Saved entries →
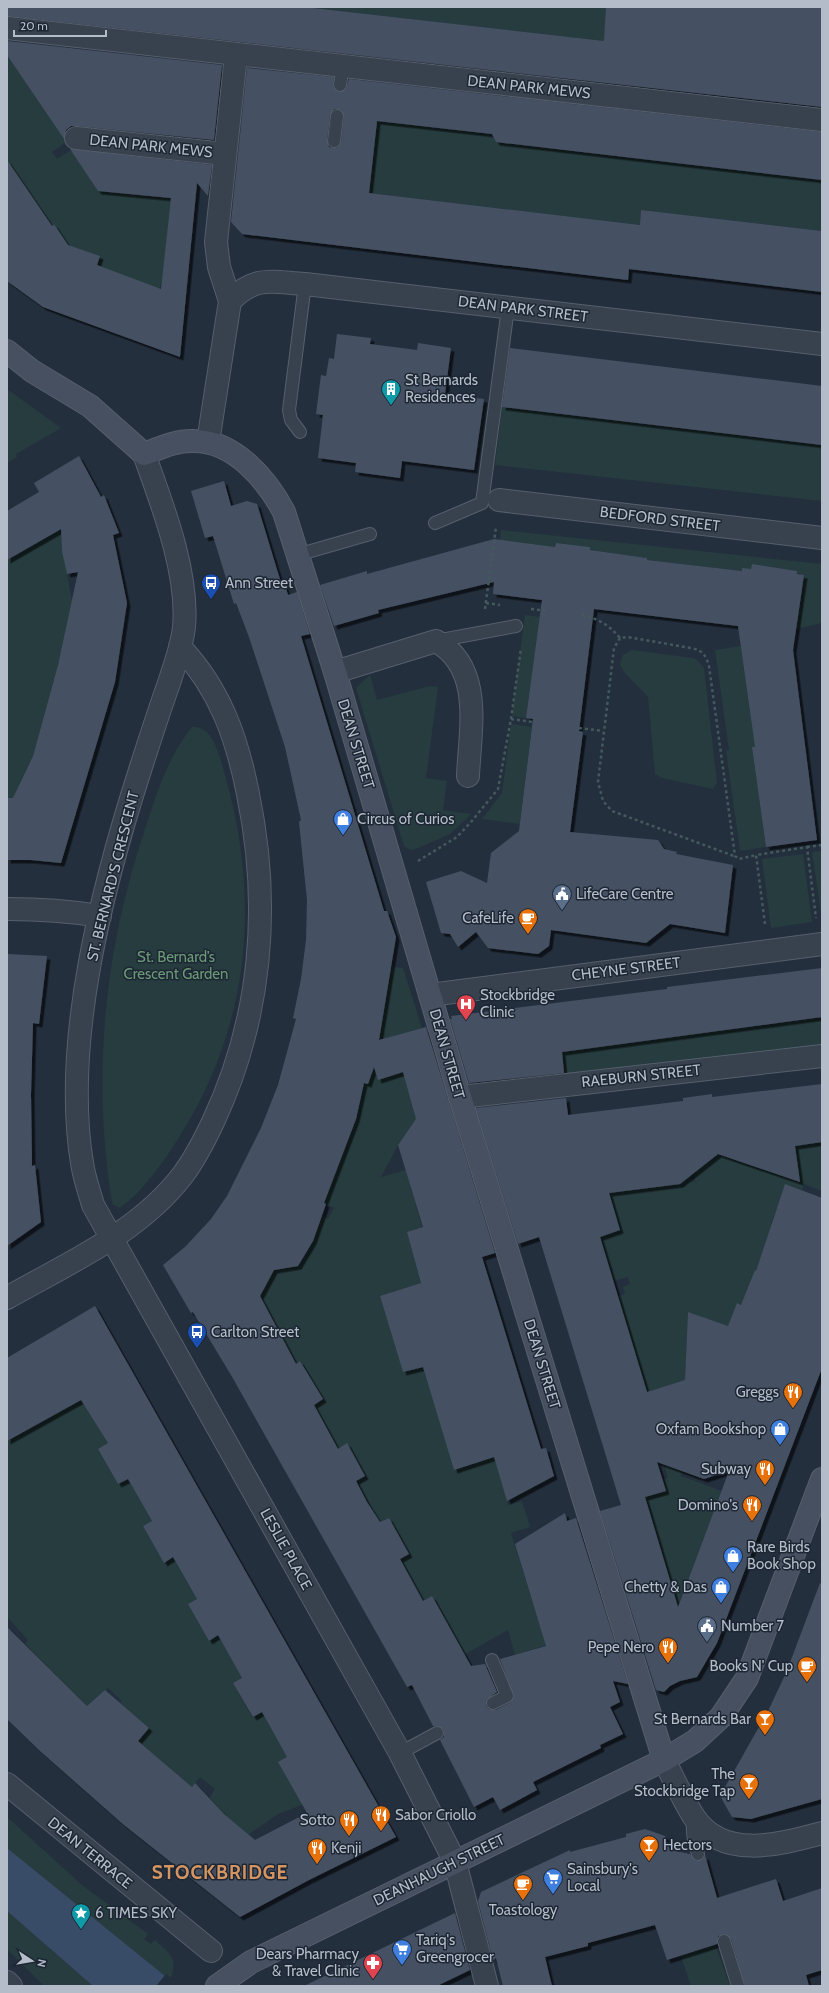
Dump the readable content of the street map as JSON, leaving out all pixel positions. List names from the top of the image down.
{
  "streets": {
    "street": [
      "DEAN PARK MEWS",
      "DEAN PARK STREET",
      "BEDFORD STREET",
      "DEAN STREET",
      "ST. BERNARD'S CRESCENT",
      "CHEYNE STREET",
      "RAEBURN STREET",
      "LESLIE PLACE",
      "DEAN TERRACE",
      "DEANHAUGH STREET"
    ]
  },
  "crossings": [
    ["DEAN PARK MEWS", "DEAN PARK STREET"],
    ["DEAN STREET", "ST. BERNARD'S CRESCENT"],
    ["DEAN STREET", "CHEYNE STREET"],
    ["DEAN STREET", "RAEBURN STREET"],
    ["DEAN STREET", "DEANHAUGH STREET"],
    ["ST. BERNARD'S CRESCENT", "LESLIE PLACE"],
    ["LESLIE PLACE", "DEANHAUGH STREET"]
  ],
  "districts": ["STOCKBRIDGE"],
  "parks": ["St. Bernard’s Crescent Garden"],
  "places": {
    "building": ["St Bernards Residences"],
    "bus stop": ["Ann Street", "Carlton Street"],
    "shop": [
      "Circus of Curios",
      "Oxfam Bookshop",
      "Rare Birds Book Shop",
      "Chetty & Das"
    ],
    "public building": ["LifeCare Centre", "Number 7"],
    "cafe": ["CafeLife", "Books N' Cup", "Toastology"],
    "hospital": ["Stockbridge Clinic"],
    "restaurant": [
      "Greggs",
      "Subway",
      "Domino's",
      "Pepe Nero",
      "Sabor Criollo",
      "Sotto",
      "Kenji"
    ],
    "bar": ["St Bernards Bar", "The Stockbridge Tap", "Hectors"],
    "supermarket": ["Sainsbury's Local", "Tariq's Greengrocer"],
    "place": ["6 TIMES SKY"],
    "pharmacy": ["Dears Pharmacy & Travel Clinic"]
  },
  "scale_bar": "20 m",
  "north": "right"
}
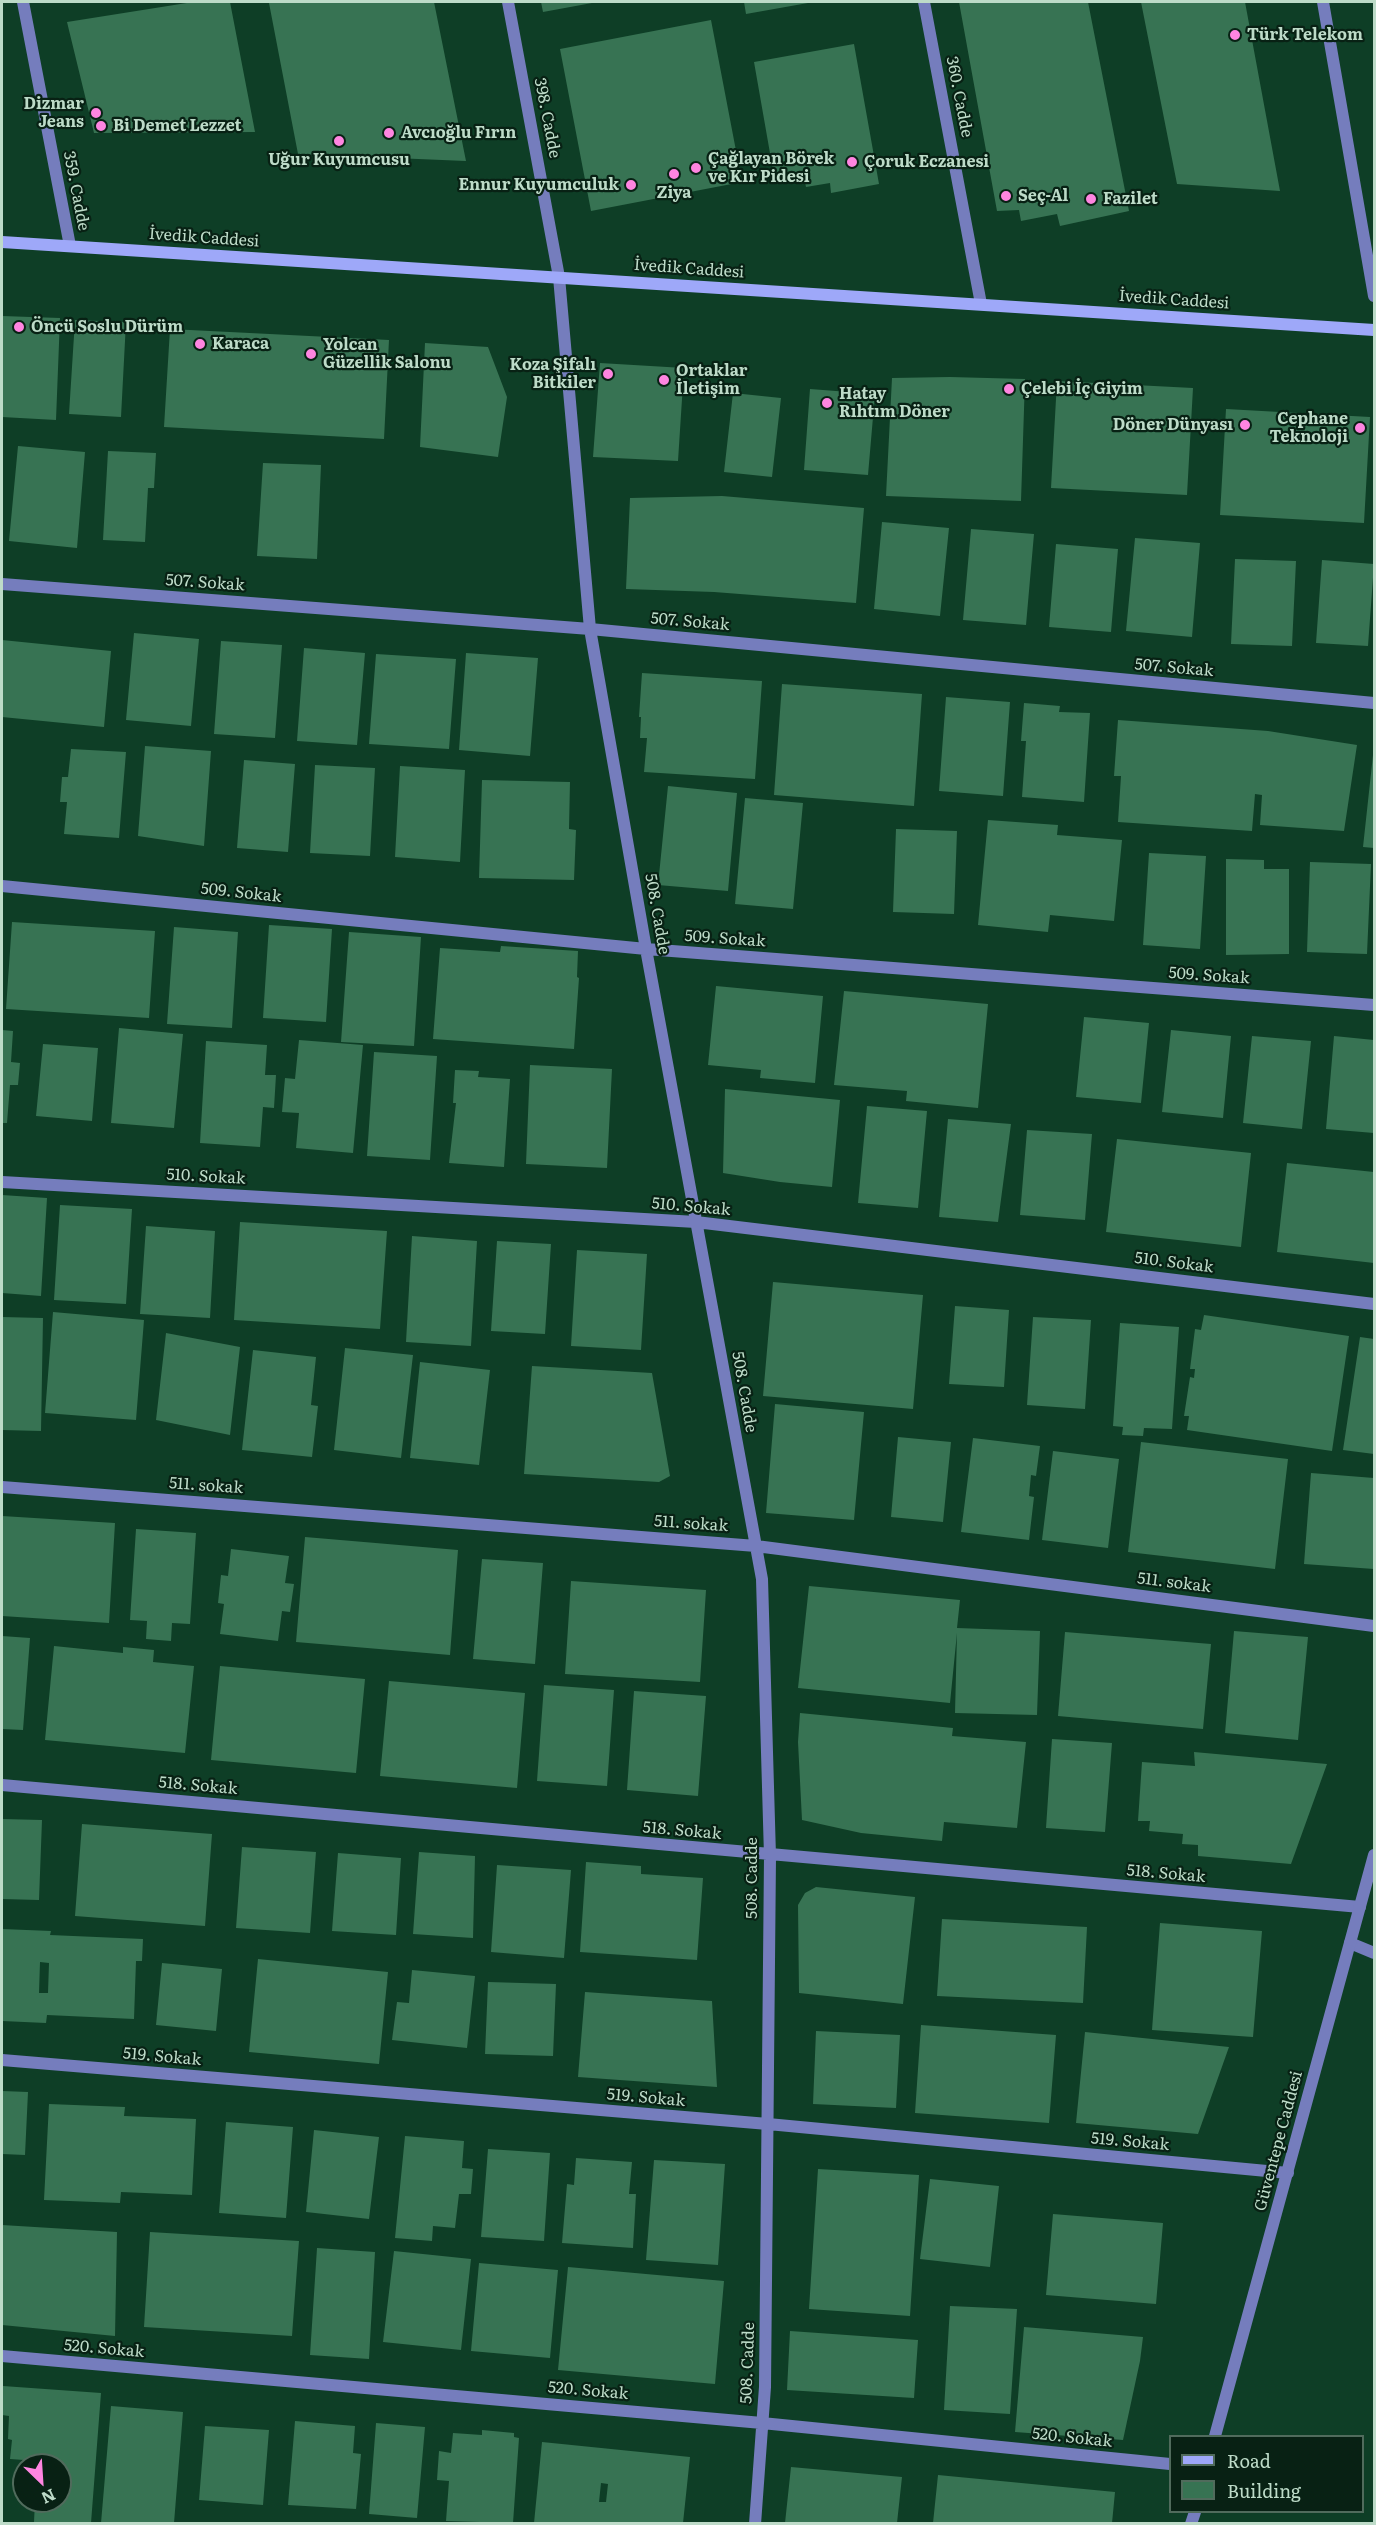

What you are asked to do → Look over the records above and filter for each line with the word "CHEYNE".

Expected output →
      "CHEYNE STREET",
    ["DEAN STREET", "CHEYNE STREET"],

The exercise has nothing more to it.